### Your task
Restate the entries word for word, omitting nothing.
======== Source data ========
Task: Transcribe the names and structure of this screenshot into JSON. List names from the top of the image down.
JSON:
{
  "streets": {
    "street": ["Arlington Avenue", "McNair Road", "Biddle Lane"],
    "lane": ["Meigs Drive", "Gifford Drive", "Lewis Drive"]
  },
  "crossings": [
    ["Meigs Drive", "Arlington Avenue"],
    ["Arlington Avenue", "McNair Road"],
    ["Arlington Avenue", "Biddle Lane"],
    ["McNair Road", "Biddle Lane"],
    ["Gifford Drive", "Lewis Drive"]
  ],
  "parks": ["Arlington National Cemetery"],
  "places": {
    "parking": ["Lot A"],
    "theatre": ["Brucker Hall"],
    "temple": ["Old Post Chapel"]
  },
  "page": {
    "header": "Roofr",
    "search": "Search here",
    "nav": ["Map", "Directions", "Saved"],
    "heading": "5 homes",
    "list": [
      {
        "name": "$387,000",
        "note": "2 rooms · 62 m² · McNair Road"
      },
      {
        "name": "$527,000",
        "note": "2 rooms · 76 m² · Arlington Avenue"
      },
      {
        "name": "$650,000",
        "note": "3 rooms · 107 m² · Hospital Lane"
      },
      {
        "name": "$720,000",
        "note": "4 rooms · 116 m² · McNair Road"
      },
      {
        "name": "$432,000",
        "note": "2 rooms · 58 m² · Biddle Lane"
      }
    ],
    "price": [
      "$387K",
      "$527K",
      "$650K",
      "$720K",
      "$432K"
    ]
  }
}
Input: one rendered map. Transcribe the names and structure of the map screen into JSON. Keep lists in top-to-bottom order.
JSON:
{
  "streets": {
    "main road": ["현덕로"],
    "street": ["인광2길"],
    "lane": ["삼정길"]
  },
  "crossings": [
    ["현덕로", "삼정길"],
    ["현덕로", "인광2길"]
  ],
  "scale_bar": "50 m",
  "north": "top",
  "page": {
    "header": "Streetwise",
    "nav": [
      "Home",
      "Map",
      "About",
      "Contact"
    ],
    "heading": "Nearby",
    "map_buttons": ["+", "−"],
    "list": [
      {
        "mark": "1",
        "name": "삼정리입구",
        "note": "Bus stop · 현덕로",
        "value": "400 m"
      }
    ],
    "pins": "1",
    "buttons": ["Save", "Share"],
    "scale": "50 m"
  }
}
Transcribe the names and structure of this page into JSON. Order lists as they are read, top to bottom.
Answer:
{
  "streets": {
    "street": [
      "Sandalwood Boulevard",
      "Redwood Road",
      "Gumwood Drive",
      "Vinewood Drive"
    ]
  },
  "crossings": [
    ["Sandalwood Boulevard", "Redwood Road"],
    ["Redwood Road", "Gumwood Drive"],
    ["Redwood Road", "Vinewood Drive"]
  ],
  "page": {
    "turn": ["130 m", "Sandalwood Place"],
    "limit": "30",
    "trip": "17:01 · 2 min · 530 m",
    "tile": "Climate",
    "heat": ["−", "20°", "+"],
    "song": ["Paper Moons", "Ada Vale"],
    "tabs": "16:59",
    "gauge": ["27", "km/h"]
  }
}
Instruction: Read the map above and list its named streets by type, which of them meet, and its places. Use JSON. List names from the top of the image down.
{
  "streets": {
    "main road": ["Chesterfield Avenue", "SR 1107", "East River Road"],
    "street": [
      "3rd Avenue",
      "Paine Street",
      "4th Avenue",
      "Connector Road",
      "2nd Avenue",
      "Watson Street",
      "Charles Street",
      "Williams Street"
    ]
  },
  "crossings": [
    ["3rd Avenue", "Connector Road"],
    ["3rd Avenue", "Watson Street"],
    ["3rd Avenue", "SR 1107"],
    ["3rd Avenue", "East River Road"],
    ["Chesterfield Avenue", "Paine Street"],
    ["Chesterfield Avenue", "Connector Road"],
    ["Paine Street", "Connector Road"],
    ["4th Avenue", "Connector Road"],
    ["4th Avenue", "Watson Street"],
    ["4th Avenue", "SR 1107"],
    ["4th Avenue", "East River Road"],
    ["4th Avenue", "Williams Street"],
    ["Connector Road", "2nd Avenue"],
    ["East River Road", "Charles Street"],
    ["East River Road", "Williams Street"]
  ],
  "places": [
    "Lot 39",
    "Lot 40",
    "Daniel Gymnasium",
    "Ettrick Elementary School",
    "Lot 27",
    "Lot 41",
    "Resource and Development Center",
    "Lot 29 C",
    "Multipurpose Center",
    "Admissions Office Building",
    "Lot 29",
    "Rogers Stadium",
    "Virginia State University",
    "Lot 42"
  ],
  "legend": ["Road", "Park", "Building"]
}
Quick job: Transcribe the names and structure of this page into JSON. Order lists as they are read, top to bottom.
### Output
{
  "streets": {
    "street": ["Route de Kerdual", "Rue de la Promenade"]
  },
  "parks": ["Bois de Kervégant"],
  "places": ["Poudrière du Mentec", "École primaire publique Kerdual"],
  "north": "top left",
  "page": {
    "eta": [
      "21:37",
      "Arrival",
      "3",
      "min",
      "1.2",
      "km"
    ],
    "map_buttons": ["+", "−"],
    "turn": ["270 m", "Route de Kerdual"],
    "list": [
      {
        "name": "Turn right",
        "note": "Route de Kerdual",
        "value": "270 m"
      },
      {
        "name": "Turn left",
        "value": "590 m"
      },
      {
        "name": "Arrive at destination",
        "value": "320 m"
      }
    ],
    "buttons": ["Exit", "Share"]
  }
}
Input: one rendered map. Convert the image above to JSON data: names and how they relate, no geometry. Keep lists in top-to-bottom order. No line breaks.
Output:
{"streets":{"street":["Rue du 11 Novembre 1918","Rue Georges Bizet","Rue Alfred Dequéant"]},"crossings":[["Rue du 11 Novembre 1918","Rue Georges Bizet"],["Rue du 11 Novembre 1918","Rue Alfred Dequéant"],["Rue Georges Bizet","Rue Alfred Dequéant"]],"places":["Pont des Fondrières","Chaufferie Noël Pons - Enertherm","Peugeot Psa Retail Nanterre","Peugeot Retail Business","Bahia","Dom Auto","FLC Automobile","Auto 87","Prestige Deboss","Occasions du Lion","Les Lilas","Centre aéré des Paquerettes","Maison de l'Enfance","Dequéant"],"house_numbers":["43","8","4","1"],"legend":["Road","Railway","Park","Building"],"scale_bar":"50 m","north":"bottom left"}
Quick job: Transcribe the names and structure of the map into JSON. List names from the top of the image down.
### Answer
========
### Response for this exercise
Task: Transcribe the names and structure of this screenshot into JSON. List names from the top of the image down.
JSON:
{
  "streets": {
    "street": ["Arlington Avenue", "McNair Road", "Biddle Lane"],
    "lane": ["Meigs Drive", "Gifford Drive", "Lewis Drive"]
  },
  "crossings": [
    ["Meigs Drive", "Arlington Avenue"],
    ["Arlington Avenue", "McNair Road"],
    ["Arlington Avenue", "Biddle Lane"],
    ["McNair Road", "Biddle Lane"],
    ["Gifford Drive", "Lewis Drive"]
  ],
  "parks": ["Arlington National Cemetery"],
  "places": {
    "parking": ["Lot A"],
    "theatre": ["Brucker Hall"],
    "temple": ["Old Post Chapel"]
  },
  "page": {
    "header": "Roofr",
    "search": "Search here",
    "nav": ["Map", "Directions", "Saved"],
    "heading": "5 homes",
    "list": [
      {
        "name": "$387,000",
        "note": "2 rooms · 62 m² · McNair Road"
      },
      {
        "name": "$527,000",
        "note": "2 rooms · 76 m² · Arlington Avenue"
      },
      {
        "name": "$650,000",
        "note": "3 rooms · 107 m² · Hospital Lane"
      },
      {
        "name": "$720,000",
        "note": "4 rooms · 116 m² · McNair Road"
      },
      {
        "name": "$432,000",
        "note": "2 rooms · 58 m² · Biddle Lane"
      }
    ],
    "price": [
      "$387K",
      "$527K",
      "$650K",
      "$720K",
      "$432K"
    ]
  }
}
Input: one rendered map. Transcribe the names and structure of the map screen into JSON. Keep lists in top-to-bottom order.
JSON:
{
  "streets": {
    "main road": ["현덕로"],
    "street": ["인광2길"],
    "lane": ["삼정길"]
  },
  "crossings": [
    ["현덕로", "삼정길"],
    ["현덕로", "인광2길"]
  ],
  "scale_bar": "50 m",
  "north": "top",
  "page": {
    "header": "Streetwise",
    "nav": [
      "Home",
      "Map",
      "About",
      "Contact"
    ],
    "heading": "Nearby",
    "map_buttons": ["+", "−"],
    "list": [
      {
        "mark": "1",
        "name": "삼정리입구",
        "note": "Bus stop · 현덕로",
        "value": "400 m"
      }
    ],
    "pins": "1",
    "buttons": ["Save", "Share"],
    "scale": "50 m"
  }
}
Transcribe the names and structure of this page into JSON. Order lists as they are read, top to bottom.
Answer:
{
  "streets": {
    "street": [
      "Sandalwood Boulevard",
      "Redwood Road",
      "Gumwood Drive",
      "Vinewood Drive"
    ]
  },
  "crossings": [
    ["Sandalwood Boulevard", "Redwood Road"],
    ["Redwood Road", "Gumwood Drive"],
    ["Redwood Road", "Vinewood Drive"]
  ],
  "page": {
    "turn": ["130 m", "Sandalwood Place"],
    "limit": "30",
    "trip": "17:01 · 2 min · 530 m",
    "tile": "Climate",
    "heat": ["−", "20°", "+"],
    "song": ["Paper Moons", "Ada Vale"],
    "tabs": "16:59",
    "gauge": ["27", "km/h"]
  }
}
Instruction: Read the map above and list its named streets by type, which of them meet, and its places. Use JSON. List names from the top of the image down.
{
  "streets": {
    "main road": ["Chesterfield Avenue", "SR 1107", "East River Road"],
    "street": [
      "3rd Avenue",
      "Paine Street",
      "4th Avenue",
      "Connector Road",
      "2nd Avenue",
      "Watson Street",
      "Charles Street",
      "Williams Street"
    ]
  },
  "crossings": [
    ["3rd Avenue", "Connector Road"],
    ["3rd Avenue", "Watson Street"],
    ["3rd Avenue", "SR 1107"],
    ["3rd Avenue", "East River Road"],
    ["Chesterfield Avenue", "Paine Street"],
    ["Chesterfield Avenue", "Connector Road"],
    ["Paine Street", "Connector Road"],
    ["4th Avenue", "Connector Road"],
    ["4th Avenue", "Watson Street"],
    ["4th Avenue", "SR 1107"],
    ["4th Avenue", "East River Road"],
    ["4th Avenue", "Williams Street"],
    ["Connector Road", "2nd Avenue"],
    ["East River Road", "Charles Street"],
    ["East River Road", "Williams Street"]
  ],
  "places": [
    "Lot 39",
    "Lot 40",
    "Daniel Gymnasium",
    "Ettrick Elementary School",
    "Lot 27",
    "Lot 41",
    "Resource and Development Center",
    "Lot 29 C",
    "Multipurpose Center",
    "Admissions Office Building",
    "Lot 29",
    "Rogers Stadium",
    "Virginia State University",
    "Lot 42"
  ],
  "legend": ["Road", "Park", "Building"]
}
Quick job: Transcribe the names and structure of this page into JSON. Order lists as they are read, top to bottom.
### Output
{
  "streets": {
    "street": ["Route de Kerdual", "Rue de la Promenade"]
  },
  "parks": ["Bois de Kervégant"],
  "places": ["Poudrière du Mentec", "École primaire publique Kerdual"],
  "north": "top left",
  "page": {
    "eta": [
      "21:37",
      "Arrival",
      "3",
      "min",
      "1.2",
      "km"
    ],
    "map_buttons": ["+", "−"],
    "turn": ["270 m", "Route de Kerdual"],
    "list": [
      {
        "name": "Turn right",
        "note": "Route de Kerdual",
        "value": "270 m"
      },
      {
        "name": "Turn left",
        "value": "590 m"
      },
      {
        "name": "Arrive at destination",
        "value": "320 m"
      }
    ],
    "buttons": ["Exit", "Share"]
  }
}
Input: one rendered map. Convert the image above to JSON data: names and how they relate, no geometry. Keep lists in top-to-bottom order. No line breaks.
Output:
{"streets":{"street":["Rue du 11 Novembre 1918","Rue Georges Bizet","Rue Alfred Dequéant"]},"crossings":[["Rue du 11 Novembre 1918","Rue Georges Bizet"],["Rue du 11 Novembre 1918","Rue Alfred Dequéant"],["Rue Georges Bizet","Rue Alfred Dequéant"]],"places":["Pont des Fondrières","Chaufferie Noël Pons - Enertherm","Peugeot Psa Retail Nanterre","Peugeot Retail Business","Bahia","Dom Auto","FLC Automobile","Auto 87","Prestige Deboss","Occasions du Lion","Les Lilas","Centre aéré des Paquerettes","Maison de l'Enfance","Dequéant"],"house_numbers":["43","8","4","1"],"legend":["Road","Railway","Park","Building"],"scale_bar":"50 m","north":"bottom left"}
Quick job: Transcribe the names and structure of the map into JSON. List names from the top of the image down.
### Answer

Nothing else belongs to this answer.